- **Raw data**:
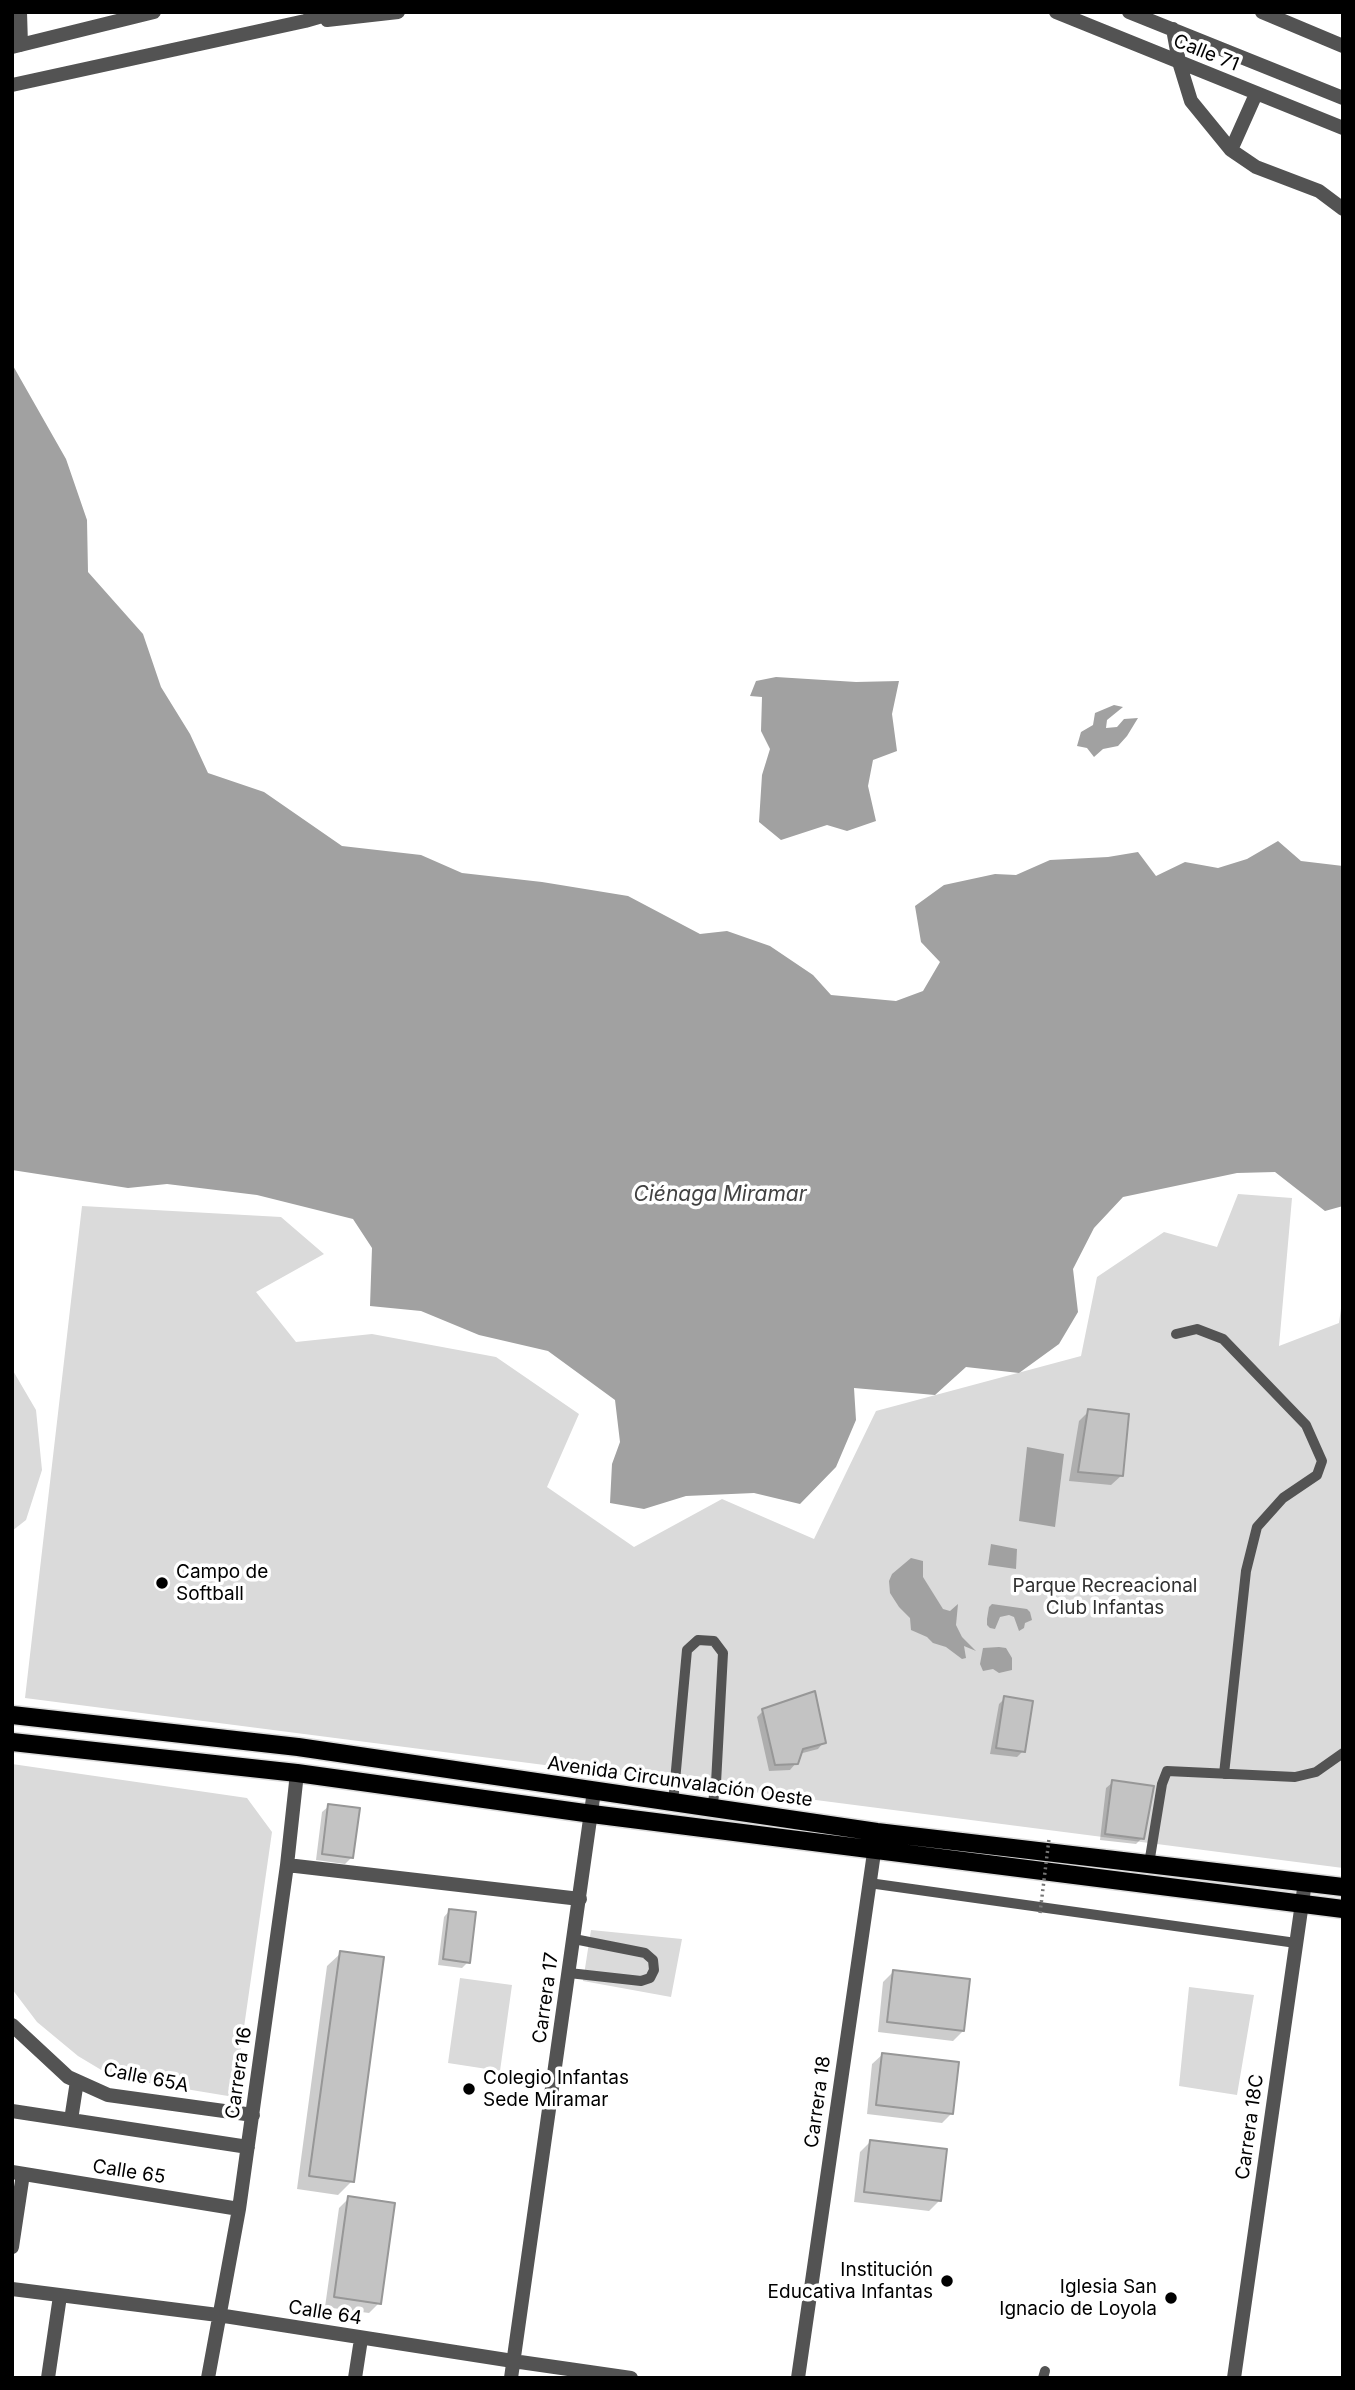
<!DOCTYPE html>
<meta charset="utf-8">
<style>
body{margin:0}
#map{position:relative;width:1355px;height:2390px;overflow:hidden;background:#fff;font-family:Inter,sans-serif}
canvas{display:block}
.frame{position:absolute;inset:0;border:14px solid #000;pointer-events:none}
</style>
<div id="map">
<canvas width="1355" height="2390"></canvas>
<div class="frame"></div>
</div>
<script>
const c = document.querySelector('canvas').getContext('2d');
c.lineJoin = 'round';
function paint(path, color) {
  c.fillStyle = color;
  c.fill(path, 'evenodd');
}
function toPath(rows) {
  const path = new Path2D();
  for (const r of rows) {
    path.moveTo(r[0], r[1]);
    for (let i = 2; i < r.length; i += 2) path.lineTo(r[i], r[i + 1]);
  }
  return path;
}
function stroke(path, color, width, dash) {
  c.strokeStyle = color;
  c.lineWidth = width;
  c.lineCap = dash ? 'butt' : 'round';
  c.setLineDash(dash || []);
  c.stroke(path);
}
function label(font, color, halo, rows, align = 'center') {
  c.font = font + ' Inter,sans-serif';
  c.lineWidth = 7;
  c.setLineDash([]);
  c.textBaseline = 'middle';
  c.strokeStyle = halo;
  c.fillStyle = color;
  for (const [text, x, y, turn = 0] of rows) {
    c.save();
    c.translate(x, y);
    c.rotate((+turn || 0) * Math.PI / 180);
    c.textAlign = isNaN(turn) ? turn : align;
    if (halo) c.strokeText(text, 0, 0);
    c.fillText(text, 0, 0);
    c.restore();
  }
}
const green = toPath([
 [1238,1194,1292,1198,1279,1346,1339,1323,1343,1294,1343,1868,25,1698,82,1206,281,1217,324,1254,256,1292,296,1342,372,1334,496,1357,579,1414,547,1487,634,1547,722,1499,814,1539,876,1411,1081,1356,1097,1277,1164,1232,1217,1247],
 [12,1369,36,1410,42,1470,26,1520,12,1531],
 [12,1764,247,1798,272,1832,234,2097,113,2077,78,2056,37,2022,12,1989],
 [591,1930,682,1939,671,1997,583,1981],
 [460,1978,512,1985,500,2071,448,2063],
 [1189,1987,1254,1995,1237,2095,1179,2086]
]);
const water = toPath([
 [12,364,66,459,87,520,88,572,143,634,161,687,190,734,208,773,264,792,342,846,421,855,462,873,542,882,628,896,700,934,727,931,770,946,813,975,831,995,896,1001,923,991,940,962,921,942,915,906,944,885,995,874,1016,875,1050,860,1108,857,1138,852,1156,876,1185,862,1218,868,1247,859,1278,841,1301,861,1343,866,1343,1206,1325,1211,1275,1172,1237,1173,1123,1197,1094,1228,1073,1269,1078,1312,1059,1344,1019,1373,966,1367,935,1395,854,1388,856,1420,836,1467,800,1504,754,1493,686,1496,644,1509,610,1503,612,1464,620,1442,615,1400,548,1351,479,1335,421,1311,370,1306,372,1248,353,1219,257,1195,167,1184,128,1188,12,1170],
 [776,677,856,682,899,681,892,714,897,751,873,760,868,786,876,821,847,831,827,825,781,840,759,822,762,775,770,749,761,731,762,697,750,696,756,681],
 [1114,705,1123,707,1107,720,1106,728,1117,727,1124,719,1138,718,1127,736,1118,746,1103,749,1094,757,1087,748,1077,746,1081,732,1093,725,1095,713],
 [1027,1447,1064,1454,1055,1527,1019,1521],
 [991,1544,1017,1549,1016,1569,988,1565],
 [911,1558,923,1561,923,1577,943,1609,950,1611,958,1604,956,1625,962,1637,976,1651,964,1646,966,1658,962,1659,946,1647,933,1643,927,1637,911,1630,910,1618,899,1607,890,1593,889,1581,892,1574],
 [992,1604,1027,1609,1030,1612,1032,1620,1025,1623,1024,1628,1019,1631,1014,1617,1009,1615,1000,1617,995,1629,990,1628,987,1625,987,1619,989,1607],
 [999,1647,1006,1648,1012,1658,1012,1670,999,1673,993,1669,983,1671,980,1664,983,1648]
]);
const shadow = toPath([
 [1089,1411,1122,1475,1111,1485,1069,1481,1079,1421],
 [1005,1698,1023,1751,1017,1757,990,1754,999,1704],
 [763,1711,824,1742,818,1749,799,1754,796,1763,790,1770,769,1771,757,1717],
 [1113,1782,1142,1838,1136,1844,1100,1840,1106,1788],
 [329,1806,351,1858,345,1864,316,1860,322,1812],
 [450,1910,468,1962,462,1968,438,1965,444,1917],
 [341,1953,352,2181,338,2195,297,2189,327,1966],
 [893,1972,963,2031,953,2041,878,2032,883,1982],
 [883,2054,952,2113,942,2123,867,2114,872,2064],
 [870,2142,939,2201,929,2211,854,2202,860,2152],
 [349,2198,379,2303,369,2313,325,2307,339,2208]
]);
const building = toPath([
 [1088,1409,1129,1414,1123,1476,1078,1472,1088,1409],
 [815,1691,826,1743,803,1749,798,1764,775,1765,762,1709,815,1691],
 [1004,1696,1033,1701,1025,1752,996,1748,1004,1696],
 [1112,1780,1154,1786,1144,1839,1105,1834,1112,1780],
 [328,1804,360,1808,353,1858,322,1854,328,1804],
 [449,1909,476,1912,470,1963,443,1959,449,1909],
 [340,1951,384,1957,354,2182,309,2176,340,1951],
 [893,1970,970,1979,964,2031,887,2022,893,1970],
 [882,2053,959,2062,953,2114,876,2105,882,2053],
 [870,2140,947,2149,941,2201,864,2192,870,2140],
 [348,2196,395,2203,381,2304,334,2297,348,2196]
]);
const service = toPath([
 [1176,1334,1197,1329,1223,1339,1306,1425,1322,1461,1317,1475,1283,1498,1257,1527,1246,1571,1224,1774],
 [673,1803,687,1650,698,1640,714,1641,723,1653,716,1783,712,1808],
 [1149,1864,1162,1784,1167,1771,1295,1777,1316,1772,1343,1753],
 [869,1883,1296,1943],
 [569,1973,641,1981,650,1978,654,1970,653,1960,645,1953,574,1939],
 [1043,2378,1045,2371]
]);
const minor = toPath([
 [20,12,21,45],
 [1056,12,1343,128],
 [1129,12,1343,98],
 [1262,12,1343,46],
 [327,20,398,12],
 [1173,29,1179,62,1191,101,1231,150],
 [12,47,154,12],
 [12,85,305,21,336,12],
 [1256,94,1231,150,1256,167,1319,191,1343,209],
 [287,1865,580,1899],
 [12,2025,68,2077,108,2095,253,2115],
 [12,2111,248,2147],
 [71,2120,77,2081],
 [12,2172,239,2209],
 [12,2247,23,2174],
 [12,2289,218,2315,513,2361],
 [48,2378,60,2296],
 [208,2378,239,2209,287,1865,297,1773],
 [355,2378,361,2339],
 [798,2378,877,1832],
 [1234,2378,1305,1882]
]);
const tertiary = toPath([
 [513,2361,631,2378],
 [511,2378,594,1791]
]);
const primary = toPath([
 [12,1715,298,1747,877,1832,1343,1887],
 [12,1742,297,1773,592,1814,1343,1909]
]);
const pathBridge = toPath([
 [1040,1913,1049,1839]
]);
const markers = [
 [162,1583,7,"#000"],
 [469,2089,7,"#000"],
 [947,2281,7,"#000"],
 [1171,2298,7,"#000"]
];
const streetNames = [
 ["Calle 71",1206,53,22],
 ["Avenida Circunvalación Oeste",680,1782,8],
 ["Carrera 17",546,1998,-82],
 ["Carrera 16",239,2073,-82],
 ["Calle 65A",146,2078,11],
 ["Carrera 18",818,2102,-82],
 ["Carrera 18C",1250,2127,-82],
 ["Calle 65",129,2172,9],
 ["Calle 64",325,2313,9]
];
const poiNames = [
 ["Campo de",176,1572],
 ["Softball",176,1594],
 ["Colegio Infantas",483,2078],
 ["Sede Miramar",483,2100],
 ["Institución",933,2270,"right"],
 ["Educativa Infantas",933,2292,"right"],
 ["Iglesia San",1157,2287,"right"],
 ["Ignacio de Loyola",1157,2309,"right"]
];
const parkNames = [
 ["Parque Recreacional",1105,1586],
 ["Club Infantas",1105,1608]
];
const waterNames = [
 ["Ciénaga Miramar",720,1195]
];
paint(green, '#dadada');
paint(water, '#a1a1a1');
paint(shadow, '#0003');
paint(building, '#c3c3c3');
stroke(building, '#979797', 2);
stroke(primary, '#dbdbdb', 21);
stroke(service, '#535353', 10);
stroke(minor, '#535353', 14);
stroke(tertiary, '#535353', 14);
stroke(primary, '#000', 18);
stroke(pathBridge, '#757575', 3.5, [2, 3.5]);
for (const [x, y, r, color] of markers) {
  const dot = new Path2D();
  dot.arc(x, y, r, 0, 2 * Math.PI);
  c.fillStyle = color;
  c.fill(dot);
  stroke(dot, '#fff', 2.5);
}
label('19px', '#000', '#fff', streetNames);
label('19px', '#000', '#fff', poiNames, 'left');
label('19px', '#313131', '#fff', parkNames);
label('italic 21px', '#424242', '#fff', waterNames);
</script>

==

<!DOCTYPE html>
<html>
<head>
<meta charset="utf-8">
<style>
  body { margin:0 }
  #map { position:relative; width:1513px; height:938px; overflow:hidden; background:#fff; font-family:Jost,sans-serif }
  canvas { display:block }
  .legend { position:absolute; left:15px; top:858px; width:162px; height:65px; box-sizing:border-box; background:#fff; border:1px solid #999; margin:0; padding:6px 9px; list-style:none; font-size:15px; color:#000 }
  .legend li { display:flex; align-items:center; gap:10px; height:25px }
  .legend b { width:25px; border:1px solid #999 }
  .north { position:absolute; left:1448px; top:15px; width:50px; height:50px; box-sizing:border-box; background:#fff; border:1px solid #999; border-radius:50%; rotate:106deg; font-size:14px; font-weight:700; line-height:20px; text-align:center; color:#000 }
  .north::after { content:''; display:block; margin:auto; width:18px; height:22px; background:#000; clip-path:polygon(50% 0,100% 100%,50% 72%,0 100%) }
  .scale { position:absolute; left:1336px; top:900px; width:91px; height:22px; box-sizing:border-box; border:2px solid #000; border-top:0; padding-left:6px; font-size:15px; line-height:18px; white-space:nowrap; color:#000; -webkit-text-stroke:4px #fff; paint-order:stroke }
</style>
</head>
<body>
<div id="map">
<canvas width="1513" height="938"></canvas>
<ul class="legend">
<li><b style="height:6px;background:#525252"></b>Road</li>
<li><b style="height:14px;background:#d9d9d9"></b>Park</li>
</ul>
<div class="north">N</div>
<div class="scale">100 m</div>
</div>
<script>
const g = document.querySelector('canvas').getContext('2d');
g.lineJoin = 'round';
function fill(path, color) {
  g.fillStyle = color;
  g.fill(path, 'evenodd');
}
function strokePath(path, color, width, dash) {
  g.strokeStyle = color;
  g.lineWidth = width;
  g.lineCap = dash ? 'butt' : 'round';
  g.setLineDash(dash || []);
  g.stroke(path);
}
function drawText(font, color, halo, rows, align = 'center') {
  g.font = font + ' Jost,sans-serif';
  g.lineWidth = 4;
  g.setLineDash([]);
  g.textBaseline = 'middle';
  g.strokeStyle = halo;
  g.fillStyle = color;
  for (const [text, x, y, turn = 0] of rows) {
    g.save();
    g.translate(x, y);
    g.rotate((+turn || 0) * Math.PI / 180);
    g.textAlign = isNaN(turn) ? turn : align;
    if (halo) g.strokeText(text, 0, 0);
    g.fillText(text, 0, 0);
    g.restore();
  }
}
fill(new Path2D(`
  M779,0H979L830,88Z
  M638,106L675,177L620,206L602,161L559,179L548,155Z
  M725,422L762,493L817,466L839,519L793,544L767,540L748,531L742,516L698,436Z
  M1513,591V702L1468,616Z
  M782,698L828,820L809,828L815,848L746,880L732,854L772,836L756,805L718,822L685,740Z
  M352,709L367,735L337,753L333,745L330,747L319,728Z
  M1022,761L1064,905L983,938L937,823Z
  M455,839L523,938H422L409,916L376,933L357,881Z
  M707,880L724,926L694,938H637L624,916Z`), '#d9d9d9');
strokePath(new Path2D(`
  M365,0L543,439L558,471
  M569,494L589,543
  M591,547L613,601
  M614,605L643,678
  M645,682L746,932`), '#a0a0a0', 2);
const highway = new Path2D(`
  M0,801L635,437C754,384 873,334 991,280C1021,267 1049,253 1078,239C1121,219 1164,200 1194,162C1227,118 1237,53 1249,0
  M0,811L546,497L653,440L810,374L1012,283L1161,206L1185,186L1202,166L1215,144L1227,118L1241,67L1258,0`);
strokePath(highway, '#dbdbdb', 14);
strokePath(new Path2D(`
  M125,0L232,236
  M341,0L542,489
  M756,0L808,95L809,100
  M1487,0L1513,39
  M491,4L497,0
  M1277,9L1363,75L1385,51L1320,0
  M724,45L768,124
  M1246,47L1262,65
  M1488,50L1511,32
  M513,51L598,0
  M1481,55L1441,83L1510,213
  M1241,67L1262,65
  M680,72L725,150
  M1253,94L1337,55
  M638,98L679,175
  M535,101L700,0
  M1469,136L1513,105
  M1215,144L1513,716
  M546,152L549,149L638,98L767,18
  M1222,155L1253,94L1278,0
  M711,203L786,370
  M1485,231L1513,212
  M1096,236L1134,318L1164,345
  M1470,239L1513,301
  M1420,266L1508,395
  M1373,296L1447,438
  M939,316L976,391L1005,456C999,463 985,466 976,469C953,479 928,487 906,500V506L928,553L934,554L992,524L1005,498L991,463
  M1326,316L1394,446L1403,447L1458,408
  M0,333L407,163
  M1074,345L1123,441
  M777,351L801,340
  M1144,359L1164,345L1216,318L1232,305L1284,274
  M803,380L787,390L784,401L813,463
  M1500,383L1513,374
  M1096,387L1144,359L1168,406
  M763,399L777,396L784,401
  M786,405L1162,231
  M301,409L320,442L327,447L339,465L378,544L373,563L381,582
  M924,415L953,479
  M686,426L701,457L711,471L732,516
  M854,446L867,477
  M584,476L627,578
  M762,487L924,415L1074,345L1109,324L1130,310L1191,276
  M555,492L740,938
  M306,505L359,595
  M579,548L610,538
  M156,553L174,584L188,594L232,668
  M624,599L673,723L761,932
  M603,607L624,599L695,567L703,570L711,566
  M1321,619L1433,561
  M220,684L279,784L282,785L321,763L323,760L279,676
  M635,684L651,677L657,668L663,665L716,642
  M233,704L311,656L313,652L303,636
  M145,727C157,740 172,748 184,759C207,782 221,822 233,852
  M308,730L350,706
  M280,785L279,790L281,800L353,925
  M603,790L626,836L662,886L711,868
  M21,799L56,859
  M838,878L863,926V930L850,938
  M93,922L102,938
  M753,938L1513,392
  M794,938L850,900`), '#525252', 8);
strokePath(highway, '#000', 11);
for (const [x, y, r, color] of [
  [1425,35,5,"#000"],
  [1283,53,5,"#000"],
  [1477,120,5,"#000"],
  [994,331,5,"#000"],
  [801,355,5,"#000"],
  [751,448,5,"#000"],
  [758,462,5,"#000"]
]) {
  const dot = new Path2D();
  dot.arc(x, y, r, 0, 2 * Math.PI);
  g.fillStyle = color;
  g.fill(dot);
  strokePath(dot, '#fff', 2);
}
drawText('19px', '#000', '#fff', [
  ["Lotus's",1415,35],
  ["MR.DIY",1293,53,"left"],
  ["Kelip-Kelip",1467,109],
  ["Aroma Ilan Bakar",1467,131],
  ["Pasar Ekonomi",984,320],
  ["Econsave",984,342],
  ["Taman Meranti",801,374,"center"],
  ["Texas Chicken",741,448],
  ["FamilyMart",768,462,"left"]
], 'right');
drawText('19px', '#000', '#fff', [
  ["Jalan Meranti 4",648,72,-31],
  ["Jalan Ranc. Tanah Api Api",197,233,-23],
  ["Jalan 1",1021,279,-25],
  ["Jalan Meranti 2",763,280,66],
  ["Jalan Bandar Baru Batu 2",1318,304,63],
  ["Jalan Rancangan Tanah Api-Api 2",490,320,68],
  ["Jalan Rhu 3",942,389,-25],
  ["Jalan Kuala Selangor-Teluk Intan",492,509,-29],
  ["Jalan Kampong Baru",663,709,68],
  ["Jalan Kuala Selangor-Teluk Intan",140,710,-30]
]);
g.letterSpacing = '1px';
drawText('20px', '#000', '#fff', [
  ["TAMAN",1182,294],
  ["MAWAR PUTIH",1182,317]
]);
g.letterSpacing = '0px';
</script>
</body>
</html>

- **Exercise aim**: Track down every line of the material containing the string "butt", and copy it.

- **Result of this exercise**:
  c.lineCap = dash ? 'butt' : 'round';
  g.lineCap = dash ? 'butt' : 'round';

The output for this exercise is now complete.